For purposes of parts
5200.1105 and
5200.1106 and Minnesota Statutes,
sections
177.41
to
177.44,
the prevailing wage rate which, for the purpose of all public works highway
projects funded in whole or in part by state funds only, includes truck rental
rates, must be paid for work under the contract.
Subp. 2.
Work under the
contract.
A. Except as provided in
subpart
4, work under the contract
means all construction activities associated with the public works project,
including any required hauling activities on the site of or to or from a public
works project and work conducted pursuant to a contract as defined by item B,
regardless of whether the construction activity or work is performed by the
prime contractor, subcontractor, trucking broker, trucking firms, independent
contractor, or employee or agent of any of the foregoing entities, and
regardless of which entity or person hires or contracts with another. The term
"work under a contract" has the same meaning.
B. "Contract" means the written instrument
containing the consideration and the terms of agreement between the prime
contractor and the contracting agency for the construction of all or a part of:
(1) a highway pursuant to Minnesota Statutes,
sections
161.32
and
177.44;
(2) a public works project pursuant to
Minnesota Statutes, section
177.43
and chapter 16B; or
(3) any public
building or public works financed in whole or in part with state funds pursuant
to Minnesota Statutes, sections
177.41
to
177.44.
Contract includes project proposals, plans, and
specifications, and all requirements for labor, equipment, and materials found
in such proposals, plans, and specifications.
C. "Prime contractor" means an individual or
business entity that enters into a contract as defined in item B with the
contracting agency.
D. "Contractor"
means an individual or business entity that is engaged in construction or
construction service-related activities including trucking activities either
directly or indirectly through a contract as defined by item B, or by
subcontract with the prime contractor, or by a further subcontract with any
other person or business entity performing work under the contract.
Subp. 3.
Work considered to
be under a contract.
Without limiting the application of parts
5200.1105 and
5200.1106 to other situations, the
following are considered to be work under the contract.

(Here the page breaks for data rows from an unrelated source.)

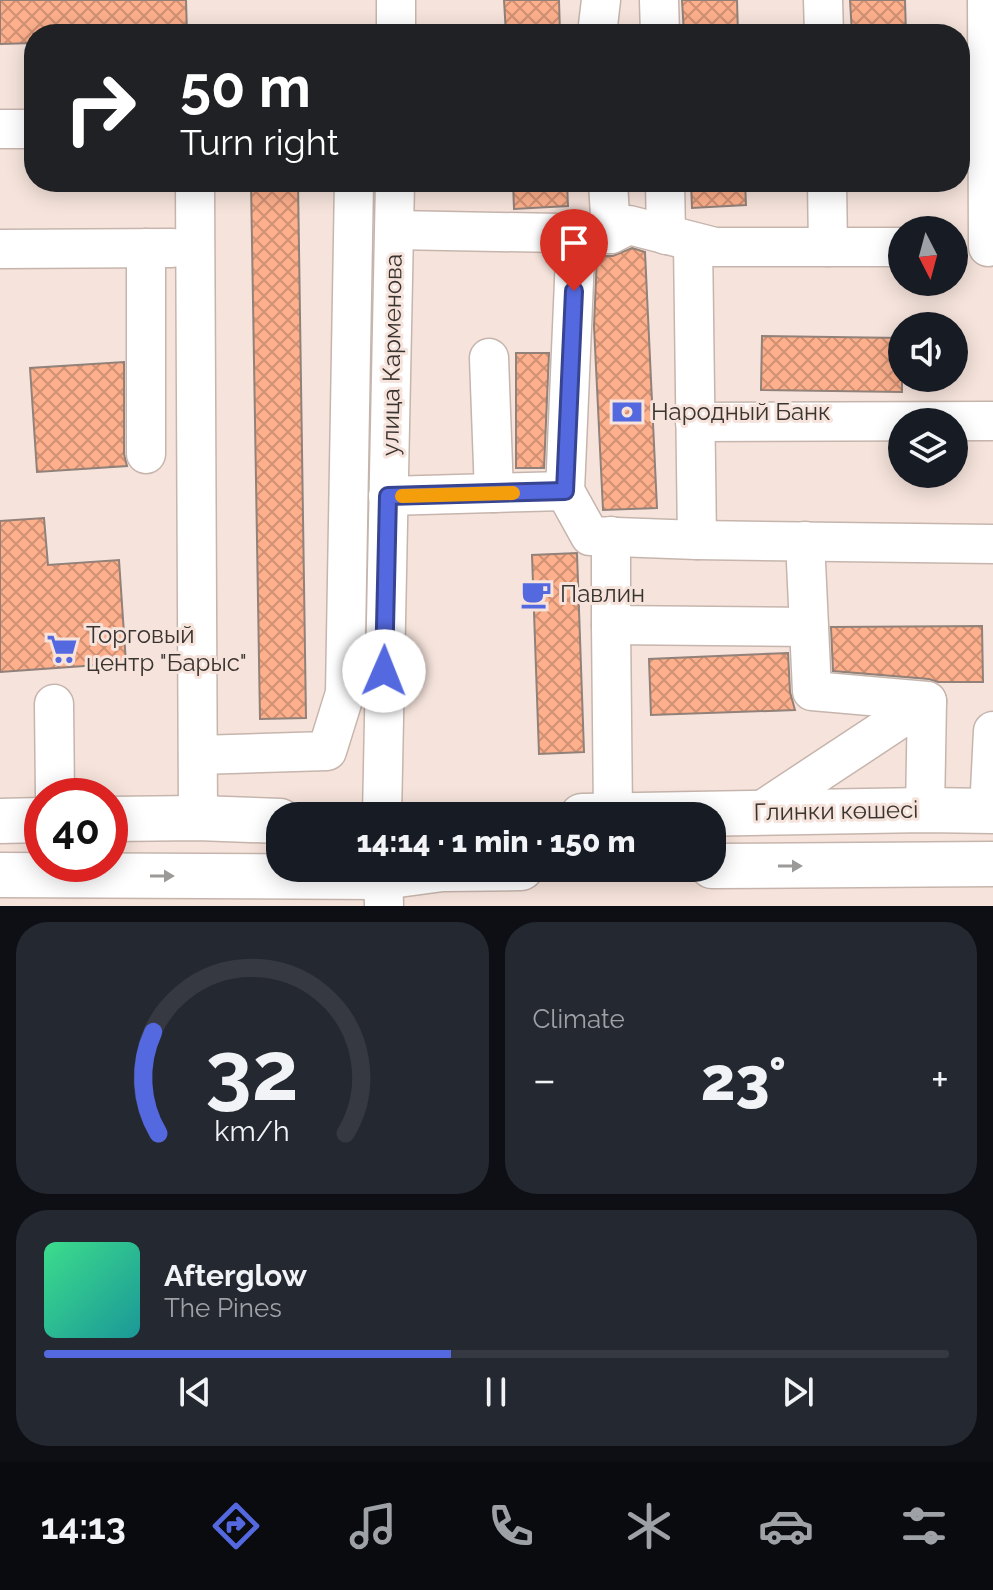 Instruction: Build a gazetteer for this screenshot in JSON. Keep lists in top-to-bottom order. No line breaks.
{"streets":{"main road":["Глинки көшесі"],"street":["улица Карменова"]},"places":{"bank":["Народный Банк"],"cafe":["Павлин"],"supermarket":["Торговый центр \"Барыс\""]},"north":"bottom","page":{"turn":["50 m","Turn right"],"limit":"40","trip":"14:14 · 1 min · 150 m","tile":"Climate","heat":["−","23°","+"],"song":["Afterglow","The Pines"],"tabs":"14:13","gauge":["32","km/h"]}} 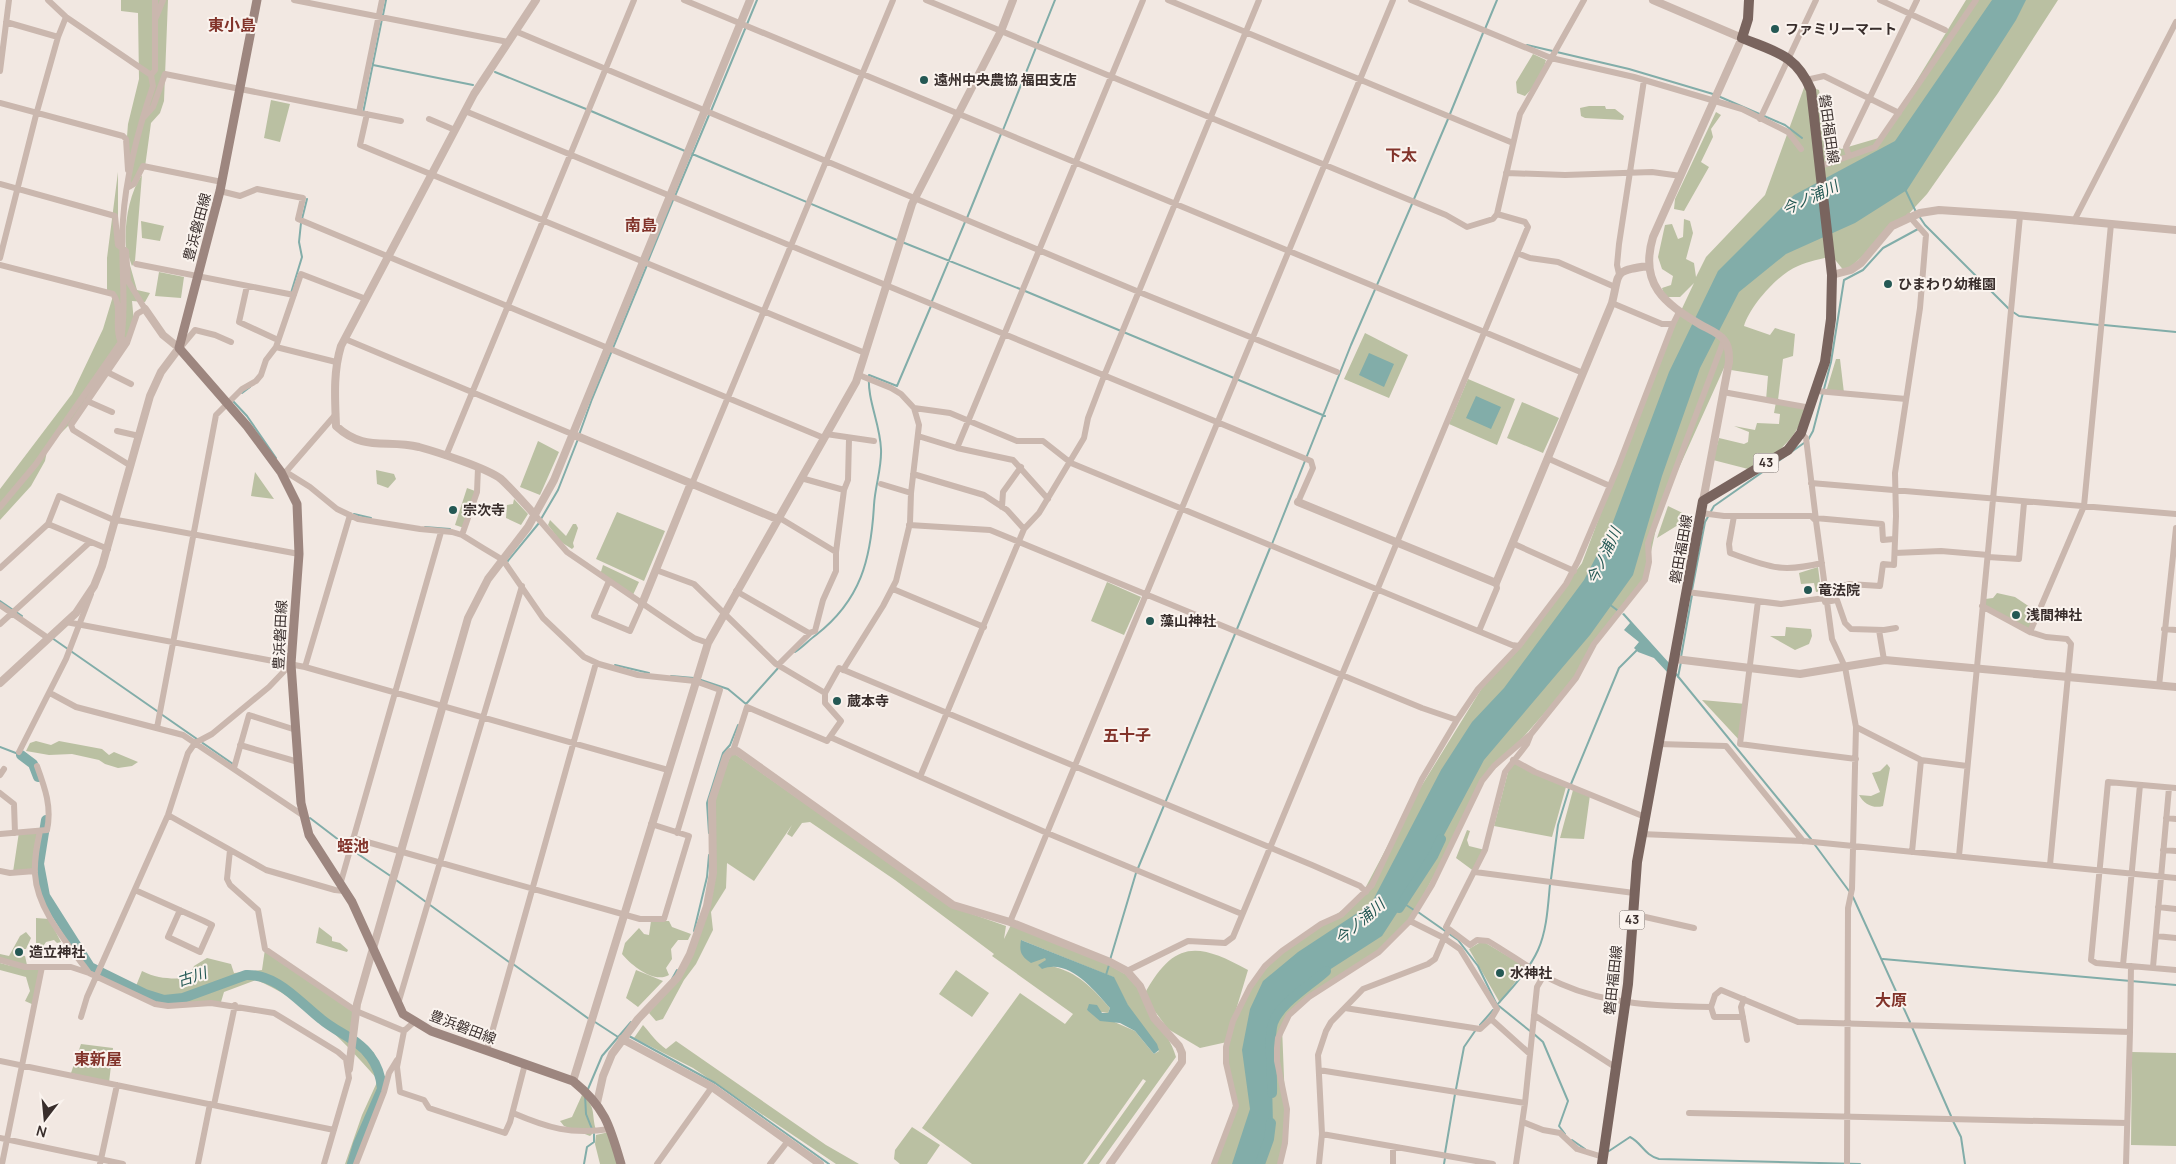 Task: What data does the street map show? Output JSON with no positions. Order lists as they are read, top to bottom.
{
  "streets": {
    "main road": ["磐田福田線", "豊浜磐田線", "43"]
  },
  "districts": [
    "東小島",
    "下太",
    "南島",
    "五十子",
    "蛭池",
    "大原",
    "東新屋"
  ],
  "water": ["今ノ浦川", "古川"],
  "places": [
    "ファミリーマート",
    "遠州中央農協 福田支店",
    "ひまわり幼稚園",
    "宗次寺",
    "竜法院",
    "浅間神社",
    "藻山神社",
    "蔵本寺",
    "造立神社",
    "水神社"
  ],
  "north": "bottom"
}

A. Work performed by employees of a
contractor or subcontractor that operates an asphalt or concrete plant, that
was moved into a gravel pit, borrow pit, or other location not on the project,
primarily to serve public works projects is considered work under the contract
including the contractor's employees loading the equipment hoppers with
materials obtained from the pit regardless of whether the pit meets the
definition of commercial establishment.
B. The following hauling activities are
included in hours worked and considered work under the contract for purposes of
payment of prevailing wages and payment of the truck rental rate:
(1) the hauling of any or all stockpiled or
excavated materials on the project work site to other locations on the same
project even if the trucks leave the work site at some point;
(2) the delivery of materials from any
facility that does not meet the requirements of a commercial establishment to
the project and the return haul to the starting location either empty or
loaded;
(3) the delivery of
materials from another construction project site to the public works project
and the return haul empty or loaded is considered work under the contract.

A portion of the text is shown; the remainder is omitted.